NIGREDO | OPERA AL NERO | CAMMINARE

Nigredo è la fase più lunga, in cui la trasformazione o disobbedienza ha inzio attraverso la decomposizione. E’, qui, un processo di disfacimento totale o parziale, per arrivare nuovamente a una prima forma semplice, plasmabile. Si opera nei virtuosismi, negli accenti, nei codici accademici, e in quei piccoli cliché a cui il corpo pensante si affeziona. Materiale pesante lasciato cadere al suolo attraverso quell’azione individuale e collettiva che è il camminare. “Meditazione in movimento” lo chiama Laura.
L’andare immediato, piede e suolo, ascolto e spostamento.

«Ho preso una frase coreografica creandola di getto senza preoccuparmi di creare qualcosa di innovativo, lasciando che tutti i miei cliché entrassero a farne parte. Poi l’ho osservata, l’ho passata al microscopio. Ho iniziato ad interrogarmi e a smembrarla creando dei precipitati. I precipitati sono quei gesti che hanno a che vedere: con il mio essere una donna cresciuta in un certo contesto, con la mia idea di bellezza, sono le aspettative verso me stessa, sono come vedo il mio corpo, ecc… Ho analizzato questi elementi e li ho etichettati come fossero delle provette di un laboratorio. Nella parte centrale del lavoro lascio cadere i precipitati e mantengo solo il flusso che li lega, cioè il gesto che mi permette di passare dall’uno all’altro.»

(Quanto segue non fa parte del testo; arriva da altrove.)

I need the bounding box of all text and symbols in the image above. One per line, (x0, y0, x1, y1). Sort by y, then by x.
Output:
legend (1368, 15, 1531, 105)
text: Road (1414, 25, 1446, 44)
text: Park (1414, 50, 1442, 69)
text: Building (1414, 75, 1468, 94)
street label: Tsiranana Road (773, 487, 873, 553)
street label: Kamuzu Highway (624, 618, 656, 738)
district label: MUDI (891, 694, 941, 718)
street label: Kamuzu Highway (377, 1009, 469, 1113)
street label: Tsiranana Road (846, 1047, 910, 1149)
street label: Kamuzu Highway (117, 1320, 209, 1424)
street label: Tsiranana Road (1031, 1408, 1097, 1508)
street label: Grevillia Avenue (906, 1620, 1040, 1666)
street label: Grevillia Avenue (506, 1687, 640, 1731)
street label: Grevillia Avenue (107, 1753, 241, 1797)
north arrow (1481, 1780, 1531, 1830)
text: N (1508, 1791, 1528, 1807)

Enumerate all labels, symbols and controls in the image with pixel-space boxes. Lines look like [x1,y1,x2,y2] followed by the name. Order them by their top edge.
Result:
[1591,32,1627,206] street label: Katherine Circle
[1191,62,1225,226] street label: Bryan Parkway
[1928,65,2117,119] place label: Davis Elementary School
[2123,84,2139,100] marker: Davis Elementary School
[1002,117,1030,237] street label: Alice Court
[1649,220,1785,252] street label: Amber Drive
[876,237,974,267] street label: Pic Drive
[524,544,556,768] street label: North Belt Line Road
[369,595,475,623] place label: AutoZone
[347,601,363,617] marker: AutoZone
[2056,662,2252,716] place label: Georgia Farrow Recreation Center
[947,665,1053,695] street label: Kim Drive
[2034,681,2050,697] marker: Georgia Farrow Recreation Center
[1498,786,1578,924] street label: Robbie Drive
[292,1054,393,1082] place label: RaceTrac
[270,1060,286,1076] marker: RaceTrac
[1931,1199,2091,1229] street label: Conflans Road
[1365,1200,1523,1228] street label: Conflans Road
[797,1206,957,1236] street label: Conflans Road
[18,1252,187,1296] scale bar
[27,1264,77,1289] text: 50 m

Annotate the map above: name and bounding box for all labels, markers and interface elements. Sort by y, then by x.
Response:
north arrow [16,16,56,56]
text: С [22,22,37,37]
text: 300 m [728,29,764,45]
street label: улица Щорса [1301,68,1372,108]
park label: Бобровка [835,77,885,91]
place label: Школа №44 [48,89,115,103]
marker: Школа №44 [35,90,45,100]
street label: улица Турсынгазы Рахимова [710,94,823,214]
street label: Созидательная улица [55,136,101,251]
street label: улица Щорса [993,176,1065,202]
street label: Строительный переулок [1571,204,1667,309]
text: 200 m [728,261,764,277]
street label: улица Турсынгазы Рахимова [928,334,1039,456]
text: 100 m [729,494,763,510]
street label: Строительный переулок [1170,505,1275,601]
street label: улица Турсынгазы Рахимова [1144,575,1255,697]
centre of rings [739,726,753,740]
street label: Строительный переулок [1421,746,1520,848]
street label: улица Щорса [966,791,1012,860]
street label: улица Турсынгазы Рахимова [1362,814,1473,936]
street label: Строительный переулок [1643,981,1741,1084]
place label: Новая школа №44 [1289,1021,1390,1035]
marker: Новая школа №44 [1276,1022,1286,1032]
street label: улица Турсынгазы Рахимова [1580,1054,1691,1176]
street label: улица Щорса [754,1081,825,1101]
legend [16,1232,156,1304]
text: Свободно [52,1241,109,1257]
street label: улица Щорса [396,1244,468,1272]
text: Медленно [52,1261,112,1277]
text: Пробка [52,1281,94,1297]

photo by Giulio Favotto-Otium

photo by Giulio Favotto-Otium

ALBEDO | OPERA AL BIANCO | IMPROVVISARE

Il passaggio a una nuova vita è in atto. Il graduale mutamento di “colore” avviene attraverso un atto liberatorio, universale. Un muoversi dentro al corpo. Scompare il volto, la soggettività della mente, il sedimento della forma riconoscibile. E’ forse il momento di disobbedienza più forte, più ammaliante, magnètico.

«E’ uno dei momenti che mi tocca di più perchè sono completamente a nudo, anche i miei occhi non vedono nulla. E’ un rito che faccio assieme al pubblico, diverso di volta in volta. Ho sempre lavorato dividendo bene i due regni: la danza codificata e l’improvvisazione; mi piace improvvisare, e condividere questo momento assieme al pubblico. In quel momento  mi sento molto vicina a chi guarda. Una volta allenata la possibilità di trattare il proprio corpo come uno spazio, di seguire il movimento interno che tu stesso crei, nel momento in cui passi allo spostamento nello spazio c’è la sensazione bellissima di non avere più confini, di essere nel mondo con il corpo, ma al di là del corpo. Una identità profonda di gesto e di pensiero.»

phto by Giulio Favotto-Otium

phto by Giulio Favotto-Otium

RUBEDO | OPERA AL ROSSO | DEFORMITA

L’unione degli opposti. Il processo nel quale ci si avvicina al “scarlatto”, al vivo, al nuovo segno.
Ad un corpo altro. Esposto e riletto attraverso la bellezza della deformità, di un corpo claudicante, plasmabile al massimo. E’ la deformità ricca dell’insieme. Un ricongiungersi agli altri regni. Un segno altro, un nuovo inizio.

«Scopro il mostro e lo vesto d’oro. La deformità è nel giocare con le parti diverse del corpo. Nel mio astrarre. Un usare il corpo così tanto come materia che va oltre l’umano. Il corpo diventa quasi immagine simbolica. Non solo strumento. Ho cercato di mostrare il mio naturalismo, dentro quei movimenti c’erano anche il regno vegetale, animale, minerale. La deformazione è il mio oro. La scoperta altra che sovverte il mio pensiero, la mia estetica sulla danza. Legata al processo di trasformazione del corpo nel tempo, del mio stesso invecchiamento, del mio essere meno prestante fisicamente, ma allo stesso tempo di poter fare cose che non avrei mai potuto fare prima, quando ero nell’obbedienza.»